By “creative conscience,” I don’t mean a moral compass that dictates what we do and don’t create. I mean a still, small voice that haunts us when we aren’t creating and hounds us for not achieving milestones.
The creative conscience is like an internal secretary: it dictates goals and nags us until we accomplish them. It scolds us when we become distracted. It convicts us for procrastinating. Perhaps it even belittles the goals we have set, suggesting they are too lax to make any significant progress. It is always measuring, always scrutinizing, always correcting, and—occasionally—applauding our efforts. The creative conscience defines our view of our own work volume.
I say work volume here because in my experience, the creative conscience is more interested in how much I create than how good it is. Does this sound familiar?
For some of us, that means we adhere to tight publishing schedules. For others, that means we want to crank out a couple big works a year or various smaller ones—or even just complete that one glorious project over the next couple of years. We all have goals.
And we all see others with more aggressive goals. We all see others publishing and selling way more books than we are. We all see others receiving accolades and rankings that we aren’t. We’re just trying to keep up with our own set of goals… and our creative conscience is plaguing our heart out.
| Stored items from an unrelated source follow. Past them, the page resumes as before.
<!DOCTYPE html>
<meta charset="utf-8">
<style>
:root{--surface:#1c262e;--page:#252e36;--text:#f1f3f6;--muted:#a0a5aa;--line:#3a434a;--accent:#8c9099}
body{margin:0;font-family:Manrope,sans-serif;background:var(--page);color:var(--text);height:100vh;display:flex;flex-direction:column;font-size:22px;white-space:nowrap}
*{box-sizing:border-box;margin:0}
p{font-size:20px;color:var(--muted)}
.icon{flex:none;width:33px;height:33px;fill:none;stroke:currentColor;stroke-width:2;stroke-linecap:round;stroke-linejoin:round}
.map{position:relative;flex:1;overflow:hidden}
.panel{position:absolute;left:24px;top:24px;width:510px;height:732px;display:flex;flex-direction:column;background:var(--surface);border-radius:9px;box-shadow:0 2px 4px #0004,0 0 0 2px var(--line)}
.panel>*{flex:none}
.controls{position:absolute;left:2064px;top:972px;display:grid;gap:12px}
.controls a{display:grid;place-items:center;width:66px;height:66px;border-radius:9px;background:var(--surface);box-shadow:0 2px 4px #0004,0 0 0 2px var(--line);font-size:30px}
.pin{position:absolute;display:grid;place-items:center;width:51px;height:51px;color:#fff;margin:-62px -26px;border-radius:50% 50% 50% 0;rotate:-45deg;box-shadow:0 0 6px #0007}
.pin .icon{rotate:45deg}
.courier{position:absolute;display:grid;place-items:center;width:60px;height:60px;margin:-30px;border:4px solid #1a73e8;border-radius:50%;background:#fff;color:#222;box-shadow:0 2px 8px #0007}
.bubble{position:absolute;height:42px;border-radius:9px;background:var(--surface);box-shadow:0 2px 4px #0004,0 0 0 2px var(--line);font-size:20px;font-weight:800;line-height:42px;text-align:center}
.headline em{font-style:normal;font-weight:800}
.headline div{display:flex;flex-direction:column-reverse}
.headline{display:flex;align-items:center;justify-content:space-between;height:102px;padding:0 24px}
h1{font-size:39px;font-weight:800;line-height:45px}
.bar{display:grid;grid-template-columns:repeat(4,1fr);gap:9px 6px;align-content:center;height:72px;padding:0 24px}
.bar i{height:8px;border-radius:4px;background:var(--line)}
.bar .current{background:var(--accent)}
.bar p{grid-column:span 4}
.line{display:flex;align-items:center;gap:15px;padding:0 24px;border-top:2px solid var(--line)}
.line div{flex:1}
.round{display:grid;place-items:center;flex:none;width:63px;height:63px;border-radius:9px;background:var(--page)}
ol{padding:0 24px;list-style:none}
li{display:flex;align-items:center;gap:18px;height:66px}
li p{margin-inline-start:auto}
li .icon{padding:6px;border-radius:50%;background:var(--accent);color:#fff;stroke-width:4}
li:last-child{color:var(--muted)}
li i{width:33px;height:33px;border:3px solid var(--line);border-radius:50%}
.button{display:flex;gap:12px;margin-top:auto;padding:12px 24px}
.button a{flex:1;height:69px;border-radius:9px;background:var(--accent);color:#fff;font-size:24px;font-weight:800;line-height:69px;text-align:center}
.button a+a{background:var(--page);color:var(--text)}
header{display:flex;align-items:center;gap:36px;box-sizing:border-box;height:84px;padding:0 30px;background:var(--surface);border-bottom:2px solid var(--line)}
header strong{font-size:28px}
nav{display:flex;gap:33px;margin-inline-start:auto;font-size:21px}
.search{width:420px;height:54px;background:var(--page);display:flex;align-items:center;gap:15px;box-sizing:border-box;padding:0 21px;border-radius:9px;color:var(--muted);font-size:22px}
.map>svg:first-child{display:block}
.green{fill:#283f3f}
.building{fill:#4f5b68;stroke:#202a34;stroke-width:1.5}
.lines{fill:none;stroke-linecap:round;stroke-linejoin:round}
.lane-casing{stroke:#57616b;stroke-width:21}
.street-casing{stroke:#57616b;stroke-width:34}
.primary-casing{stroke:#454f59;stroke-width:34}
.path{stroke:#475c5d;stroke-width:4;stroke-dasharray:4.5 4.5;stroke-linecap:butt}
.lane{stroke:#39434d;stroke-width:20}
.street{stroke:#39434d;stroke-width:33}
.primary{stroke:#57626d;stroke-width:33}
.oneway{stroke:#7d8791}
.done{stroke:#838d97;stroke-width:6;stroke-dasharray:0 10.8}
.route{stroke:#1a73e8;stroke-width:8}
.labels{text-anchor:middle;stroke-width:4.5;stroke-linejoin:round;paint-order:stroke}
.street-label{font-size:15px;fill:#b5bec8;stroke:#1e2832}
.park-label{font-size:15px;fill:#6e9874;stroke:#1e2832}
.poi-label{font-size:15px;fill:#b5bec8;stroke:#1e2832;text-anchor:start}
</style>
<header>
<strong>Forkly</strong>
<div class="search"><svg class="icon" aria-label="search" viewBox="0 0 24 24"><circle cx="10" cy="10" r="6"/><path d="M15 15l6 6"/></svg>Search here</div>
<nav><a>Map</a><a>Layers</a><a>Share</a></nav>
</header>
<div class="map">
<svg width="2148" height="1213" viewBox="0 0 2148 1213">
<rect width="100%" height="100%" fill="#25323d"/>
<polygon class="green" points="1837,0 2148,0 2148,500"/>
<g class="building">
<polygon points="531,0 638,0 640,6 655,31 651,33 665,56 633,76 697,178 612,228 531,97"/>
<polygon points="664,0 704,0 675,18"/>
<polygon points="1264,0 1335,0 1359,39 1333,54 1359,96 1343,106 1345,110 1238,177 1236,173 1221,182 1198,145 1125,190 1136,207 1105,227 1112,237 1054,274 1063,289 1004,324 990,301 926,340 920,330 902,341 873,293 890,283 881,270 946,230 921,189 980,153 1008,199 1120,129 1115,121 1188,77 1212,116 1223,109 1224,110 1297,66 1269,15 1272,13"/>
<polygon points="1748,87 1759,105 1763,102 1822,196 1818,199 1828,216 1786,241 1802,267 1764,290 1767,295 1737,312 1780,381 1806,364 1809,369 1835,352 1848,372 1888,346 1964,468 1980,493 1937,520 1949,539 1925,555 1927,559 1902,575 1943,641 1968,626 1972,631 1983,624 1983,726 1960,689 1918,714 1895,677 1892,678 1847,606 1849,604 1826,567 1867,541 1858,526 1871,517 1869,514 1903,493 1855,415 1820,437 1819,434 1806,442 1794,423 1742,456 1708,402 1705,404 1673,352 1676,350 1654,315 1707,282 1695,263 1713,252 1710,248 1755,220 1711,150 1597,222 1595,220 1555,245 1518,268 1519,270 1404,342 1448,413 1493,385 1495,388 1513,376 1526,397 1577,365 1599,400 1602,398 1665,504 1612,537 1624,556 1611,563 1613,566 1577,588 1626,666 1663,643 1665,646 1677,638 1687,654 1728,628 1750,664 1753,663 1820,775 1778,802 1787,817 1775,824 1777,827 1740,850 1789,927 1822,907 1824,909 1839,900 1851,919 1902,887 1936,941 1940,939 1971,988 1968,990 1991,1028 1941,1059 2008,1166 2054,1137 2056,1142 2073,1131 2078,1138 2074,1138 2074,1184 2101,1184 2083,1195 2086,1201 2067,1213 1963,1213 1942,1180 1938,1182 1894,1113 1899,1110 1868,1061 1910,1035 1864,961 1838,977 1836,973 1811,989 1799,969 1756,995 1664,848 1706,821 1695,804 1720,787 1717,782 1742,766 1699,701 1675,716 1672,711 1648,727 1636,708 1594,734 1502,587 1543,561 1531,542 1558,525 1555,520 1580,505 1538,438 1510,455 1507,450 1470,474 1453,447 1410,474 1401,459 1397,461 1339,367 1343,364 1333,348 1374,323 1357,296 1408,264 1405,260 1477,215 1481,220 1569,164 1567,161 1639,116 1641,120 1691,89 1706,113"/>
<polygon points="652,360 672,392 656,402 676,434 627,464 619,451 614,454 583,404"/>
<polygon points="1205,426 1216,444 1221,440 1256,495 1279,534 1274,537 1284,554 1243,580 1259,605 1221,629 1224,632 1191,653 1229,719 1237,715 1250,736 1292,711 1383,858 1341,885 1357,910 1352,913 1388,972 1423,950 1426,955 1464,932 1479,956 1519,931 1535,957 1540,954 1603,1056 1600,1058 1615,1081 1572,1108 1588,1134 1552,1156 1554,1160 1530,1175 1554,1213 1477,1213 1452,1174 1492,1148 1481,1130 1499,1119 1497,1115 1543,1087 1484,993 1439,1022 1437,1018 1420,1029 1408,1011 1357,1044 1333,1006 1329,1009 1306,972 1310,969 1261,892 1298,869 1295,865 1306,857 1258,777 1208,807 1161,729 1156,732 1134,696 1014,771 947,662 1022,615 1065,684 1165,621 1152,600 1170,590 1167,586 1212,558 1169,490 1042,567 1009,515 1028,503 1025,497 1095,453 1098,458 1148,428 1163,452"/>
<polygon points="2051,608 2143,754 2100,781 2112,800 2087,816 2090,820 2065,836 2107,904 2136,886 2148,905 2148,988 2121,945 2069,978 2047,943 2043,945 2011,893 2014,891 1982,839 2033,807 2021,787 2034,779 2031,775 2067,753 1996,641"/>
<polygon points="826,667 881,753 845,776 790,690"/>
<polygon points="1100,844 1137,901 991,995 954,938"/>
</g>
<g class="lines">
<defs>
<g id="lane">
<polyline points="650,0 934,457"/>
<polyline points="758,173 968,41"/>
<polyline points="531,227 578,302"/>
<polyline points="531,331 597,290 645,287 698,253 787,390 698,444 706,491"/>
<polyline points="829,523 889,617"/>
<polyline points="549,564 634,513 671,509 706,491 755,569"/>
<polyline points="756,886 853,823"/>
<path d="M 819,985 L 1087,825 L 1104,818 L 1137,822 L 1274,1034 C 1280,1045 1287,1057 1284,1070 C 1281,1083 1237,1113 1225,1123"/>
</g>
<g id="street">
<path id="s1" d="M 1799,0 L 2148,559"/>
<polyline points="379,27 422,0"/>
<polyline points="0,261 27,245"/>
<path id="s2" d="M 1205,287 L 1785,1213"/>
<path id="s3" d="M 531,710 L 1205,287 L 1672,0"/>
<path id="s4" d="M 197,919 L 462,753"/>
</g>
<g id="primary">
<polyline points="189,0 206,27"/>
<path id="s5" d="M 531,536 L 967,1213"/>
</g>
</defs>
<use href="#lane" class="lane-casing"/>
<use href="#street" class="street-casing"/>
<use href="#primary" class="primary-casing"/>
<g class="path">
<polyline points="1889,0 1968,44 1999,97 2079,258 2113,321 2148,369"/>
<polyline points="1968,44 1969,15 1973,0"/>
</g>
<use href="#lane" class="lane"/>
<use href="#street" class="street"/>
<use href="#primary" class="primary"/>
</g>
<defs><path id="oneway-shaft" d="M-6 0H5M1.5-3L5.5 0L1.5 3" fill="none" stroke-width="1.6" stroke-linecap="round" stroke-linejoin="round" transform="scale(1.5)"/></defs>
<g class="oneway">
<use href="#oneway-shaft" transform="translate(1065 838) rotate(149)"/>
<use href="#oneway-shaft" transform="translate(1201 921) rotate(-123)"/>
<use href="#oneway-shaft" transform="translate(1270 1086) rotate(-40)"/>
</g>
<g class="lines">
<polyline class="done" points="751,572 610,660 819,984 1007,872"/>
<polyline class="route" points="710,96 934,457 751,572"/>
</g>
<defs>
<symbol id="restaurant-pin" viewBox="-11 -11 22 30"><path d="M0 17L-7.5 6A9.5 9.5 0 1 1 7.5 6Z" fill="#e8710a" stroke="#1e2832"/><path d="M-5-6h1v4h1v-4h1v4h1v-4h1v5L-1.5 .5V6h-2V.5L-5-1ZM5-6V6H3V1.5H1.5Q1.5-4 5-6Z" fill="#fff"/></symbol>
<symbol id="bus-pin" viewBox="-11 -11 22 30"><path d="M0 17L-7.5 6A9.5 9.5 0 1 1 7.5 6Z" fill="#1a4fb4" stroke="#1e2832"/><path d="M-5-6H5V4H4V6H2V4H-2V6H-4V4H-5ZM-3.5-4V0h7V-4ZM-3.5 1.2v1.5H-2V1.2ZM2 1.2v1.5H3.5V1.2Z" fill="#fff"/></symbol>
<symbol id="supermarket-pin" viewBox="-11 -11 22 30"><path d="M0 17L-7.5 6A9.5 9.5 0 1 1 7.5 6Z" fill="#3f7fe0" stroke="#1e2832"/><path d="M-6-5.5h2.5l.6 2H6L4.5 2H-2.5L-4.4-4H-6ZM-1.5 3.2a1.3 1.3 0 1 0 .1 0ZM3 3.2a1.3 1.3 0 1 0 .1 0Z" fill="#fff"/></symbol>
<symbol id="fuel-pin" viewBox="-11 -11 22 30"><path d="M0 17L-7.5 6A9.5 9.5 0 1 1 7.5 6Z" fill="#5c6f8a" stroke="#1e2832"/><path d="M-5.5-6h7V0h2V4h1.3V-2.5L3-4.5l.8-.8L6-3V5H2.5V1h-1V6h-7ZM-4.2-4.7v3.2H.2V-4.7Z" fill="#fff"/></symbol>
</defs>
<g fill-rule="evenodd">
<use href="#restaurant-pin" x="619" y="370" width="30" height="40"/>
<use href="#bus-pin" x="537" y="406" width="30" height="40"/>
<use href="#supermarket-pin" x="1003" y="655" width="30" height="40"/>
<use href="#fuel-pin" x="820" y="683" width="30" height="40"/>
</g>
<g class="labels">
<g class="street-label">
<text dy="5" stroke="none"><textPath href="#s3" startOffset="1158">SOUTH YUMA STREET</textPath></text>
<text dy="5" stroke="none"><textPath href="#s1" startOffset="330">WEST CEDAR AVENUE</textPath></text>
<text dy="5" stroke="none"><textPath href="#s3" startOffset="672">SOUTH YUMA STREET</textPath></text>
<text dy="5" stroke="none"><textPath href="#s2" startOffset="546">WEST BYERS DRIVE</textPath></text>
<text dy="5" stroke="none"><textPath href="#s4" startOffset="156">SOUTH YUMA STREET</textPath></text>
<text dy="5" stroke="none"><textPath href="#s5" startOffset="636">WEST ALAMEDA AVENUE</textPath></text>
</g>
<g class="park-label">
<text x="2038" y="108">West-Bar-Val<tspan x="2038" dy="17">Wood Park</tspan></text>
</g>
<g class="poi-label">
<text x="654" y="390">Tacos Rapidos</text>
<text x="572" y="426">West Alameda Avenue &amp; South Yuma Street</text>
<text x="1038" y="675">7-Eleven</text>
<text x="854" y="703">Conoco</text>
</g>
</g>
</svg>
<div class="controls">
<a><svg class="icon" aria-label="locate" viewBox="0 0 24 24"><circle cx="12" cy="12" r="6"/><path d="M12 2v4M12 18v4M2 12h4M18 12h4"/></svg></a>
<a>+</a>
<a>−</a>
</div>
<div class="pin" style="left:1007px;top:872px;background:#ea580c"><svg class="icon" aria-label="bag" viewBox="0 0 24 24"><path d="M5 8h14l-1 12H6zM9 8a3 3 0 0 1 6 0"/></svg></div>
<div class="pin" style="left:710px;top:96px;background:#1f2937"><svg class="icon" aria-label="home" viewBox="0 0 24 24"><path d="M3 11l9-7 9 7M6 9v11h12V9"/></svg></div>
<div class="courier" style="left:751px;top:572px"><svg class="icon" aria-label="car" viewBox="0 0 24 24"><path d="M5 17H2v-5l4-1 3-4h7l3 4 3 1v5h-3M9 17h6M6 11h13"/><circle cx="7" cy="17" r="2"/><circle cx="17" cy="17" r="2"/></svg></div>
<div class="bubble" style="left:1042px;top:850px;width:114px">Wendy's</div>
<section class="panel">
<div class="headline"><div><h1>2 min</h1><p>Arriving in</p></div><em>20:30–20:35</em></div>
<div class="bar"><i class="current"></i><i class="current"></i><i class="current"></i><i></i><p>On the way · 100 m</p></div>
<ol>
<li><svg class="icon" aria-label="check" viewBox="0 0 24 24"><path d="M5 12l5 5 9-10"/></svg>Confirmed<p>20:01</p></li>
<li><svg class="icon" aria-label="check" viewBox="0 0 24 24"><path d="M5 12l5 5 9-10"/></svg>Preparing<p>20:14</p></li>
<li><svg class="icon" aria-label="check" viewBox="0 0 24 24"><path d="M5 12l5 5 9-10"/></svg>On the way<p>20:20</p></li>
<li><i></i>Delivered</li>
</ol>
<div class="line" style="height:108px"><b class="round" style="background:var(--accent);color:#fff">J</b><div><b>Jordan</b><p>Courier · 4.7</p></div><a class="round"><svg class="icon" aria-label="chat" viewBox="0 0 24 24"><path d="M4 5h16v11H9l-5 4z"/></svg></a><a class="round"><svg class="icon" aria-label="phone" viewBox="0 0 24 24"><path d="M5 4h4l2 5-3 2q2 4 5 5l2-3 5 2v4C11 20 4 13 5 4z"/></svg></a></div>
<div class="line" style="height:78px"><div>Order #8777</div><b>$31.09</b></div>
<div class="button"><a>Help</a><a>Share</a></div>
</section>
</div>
Some of us are more prone to despair and negative self-talk than others, which means that their creative consciences probably feel like internal persecution more often than not. But just as having a secretary can help keep you on track, that still, small voice can hold you accountable when it matters.
Let’s be real: not every minute we spend away from our notebooks or word documents is wasted. We need to get out and do other things. We need to spend time in the company of others, in nature, in prayer, in all sorts of activities that take us outside of ourselves and let our creative engines rest.
But let’s be honest: not every minute we spend away from our projects is well-used either. Social media (which has wired our brains to compare ourselves with others, by the way), cat videos, email checking, and a host of other activities vie for our valuable off-duty time. These activities are not bad in themselves, but I name the because they have the tendency to devour more time than we realize—and then we wonder why we aren’t making as much progress in our writing as we’d hoped. In such cases, a sharp kick-in-the-pants from our creative conscience might be just what we need.
What we feed our mind and what behaviors we permit ourselves affects the way we perceive right and wrong. Likewise, how we analyze others’ success and what we tell ourselves about our own work will affect how much guilt-tripping we endure. It’s nearly impossible not to compare ourselves with more “successful” writers, which means we must be mindful of the takeaways we draw from their success. Do we leave feeling like our own work stands no chance? Do we leave lamenting our own lack of marketing skills? Do we leave feeling like we will never have a large enough library of original work to maintain a steady audience?
It is easy to feel all of those things. I say this to myself as much as I say it to you: rather than let your creative conscience scold you for not measuring up, consider incorporating some of those successful writers’ habits into your own routine. Evaluate whether some of their practices are realistic for you, and try to build them into your own plan. Focus less on whether that will give you identical results, and focus more on letting your creative conscience adapt to these new expectations. At the end of the day, nothing will go 100% according to plan—so why set your heart on cranking out a specific number of works unless you can be proud of their quality?
But let’s be careful not to dismiss those internal proddings when we know we are making excuses… because we have that creative conscience for a reason.
What’s your take on the creative conscience? Do you find it more often helps or hinders you?
How do you maintain healthy expectations of your own productivity?